Werner Wüste, Wandlitz

 

Es gab ihn wirklich: Joseph Ben Issachar Süßkind Oppenheimer. Hoffaktor [1] des Herzogs Karl Alexander von Württemberg, später dessen Geheimer Finanzrat. Das Geburtsdatum ist ungewiss, Februar oder März 1698. Sein Tod dagegen war derart spektakulär, dass die Geschichte ihn bis heute weiß und bewahrt. Das allerdings war auch das Mindeste, das sie für ihn leisten konnte. 

Und es besteht kein Zweifel, Urteil und Hinrichtung waren Mord. Justizmord. Nicht der erste und wahrlich nicht der letzte in der deutschen Rechtsgeschichte.

Am 4. Februar 1738 riegelten mehr als tausend Soldaten den Marktplatz ab, Bürgerwa­chen liefen Patrouille, 120 Grenadiere eskortierten den Zug zum Galgenberg außerhalb Stuttgarts. Oppenheimer war bis zum Skelett abgemagert. Er hatte die Essenaufnahme verweigert. Das Essen war nicht koscher. Auch seine Henkersmahlzeit rührte er  nicht an. Die Knechte schoben ihn die Leiter zum zwölf Meter hohen Galgen hinauf, dem höchsten im ganzen deutschen Reich. Aber er wurde nicht gehenkt, er wurde mit einem Strick erdrosselt.

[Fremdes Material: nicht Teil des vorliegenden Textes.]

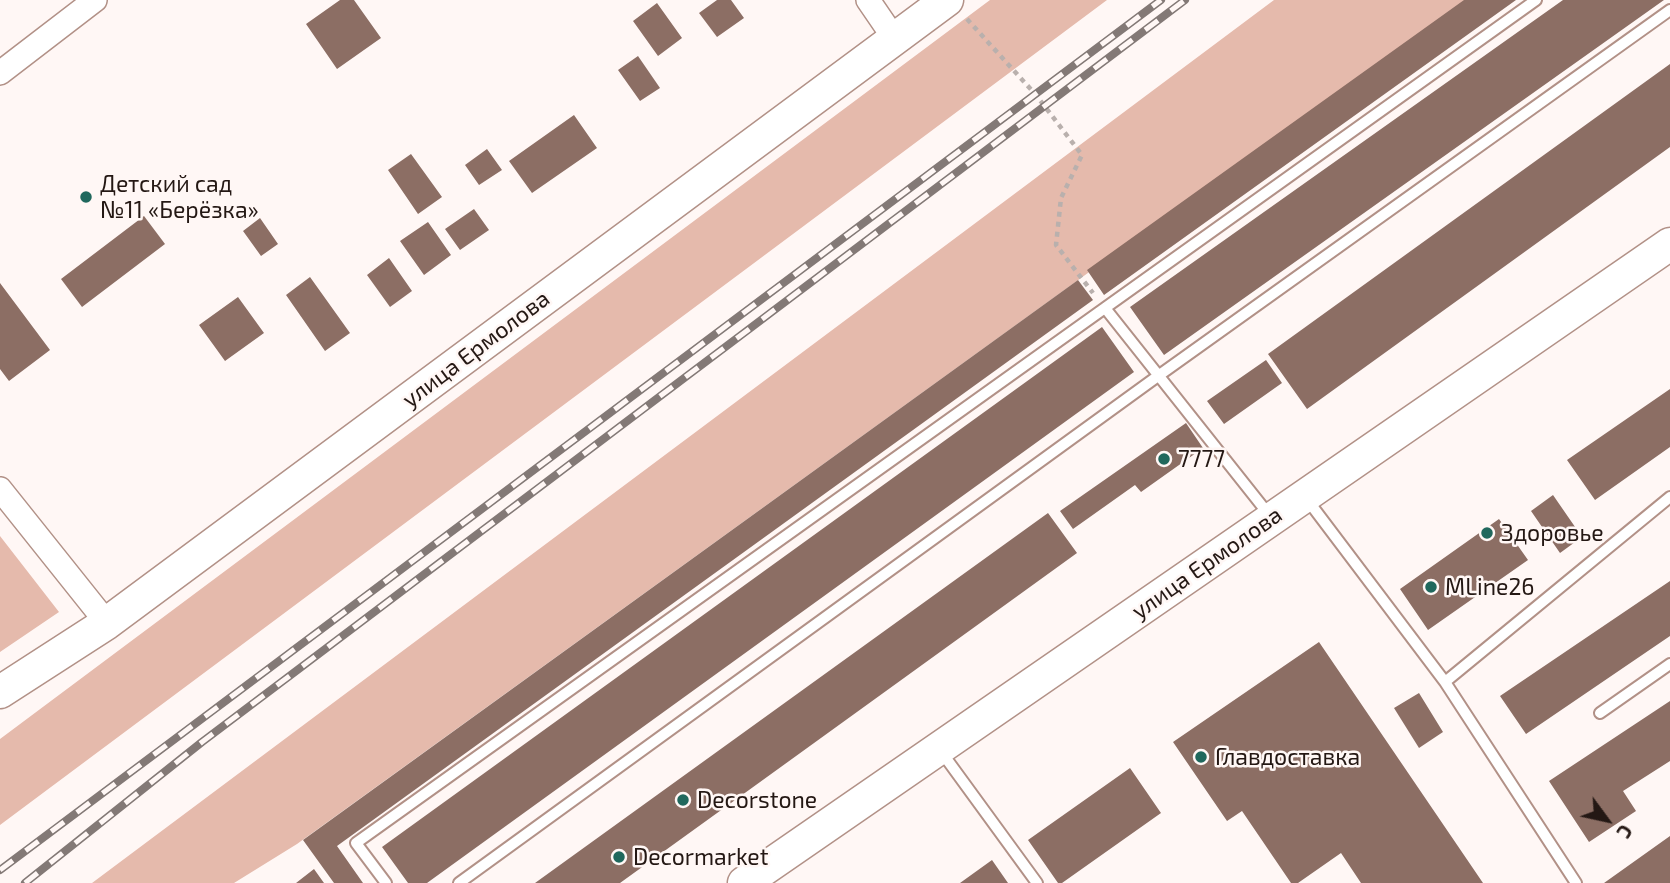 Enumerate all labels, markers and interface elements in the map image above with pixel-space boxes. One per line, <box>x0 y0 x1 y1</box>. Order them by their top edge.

Veit Harlan [2] hat, rund 200 Jahre später in seinem Film »Jud Süß« (1941), dieses historische Faktum ignoriert. Er ließ anders töten. Eine Klappe, in den Boden des Käfigs eingelassen, wurde geöffnet. Der Körper fiel. Ähnlich mordeten SS-Mannschaften und Wehrmachtssol­daten im sogenannten Russlandfeldzug; indem sie ihren Opfern den Halt unter den Füßen wegstießen.

Oppenheimers Leichnam schaukelte sechs Jahre lang, öffentlich zur Schau gestellt, in einem Käfig, einem Vogelbauer ähnlich. Erst 1744 ließ Herzog Karl Eugen, der Sohn des Herzog Karl Alexander von Württemberg, bei dessen Tod noch unmündig, ihn abhängen und verscharren.

Joseph Süß Oppenheimer war ein ideenreicher Finanzpolitiker. Er bewirkte zahlreiche Neuerungen, gründete Manufakturen, betrieb die erste Bank Württembergs, besteuerte Beamtenbezüge, verkaufte Handelsrechte gegen hohe Gebühren, handelte selbst mit edlen Steinen und Metallen, pachtete die staatliche Münze, veranstaltete Lotterien. Wurde reich an Einfluss und Vermögen, immer im Dienste des Herzogs. Und diesem unentbehrlich.

Als Karl Alexander im März 1737 unerwartet starb, wurde sein Geheimer Rat selbigen Tags unter Hausarrest gestellt. Die Landstände Württembergs, gegen deren verbriefte Rechte der Herzog mit Joseph Süß´ Ratschlägen als absoluter Herrscher regiert hatte, nutzten die  Gunst der Stunde.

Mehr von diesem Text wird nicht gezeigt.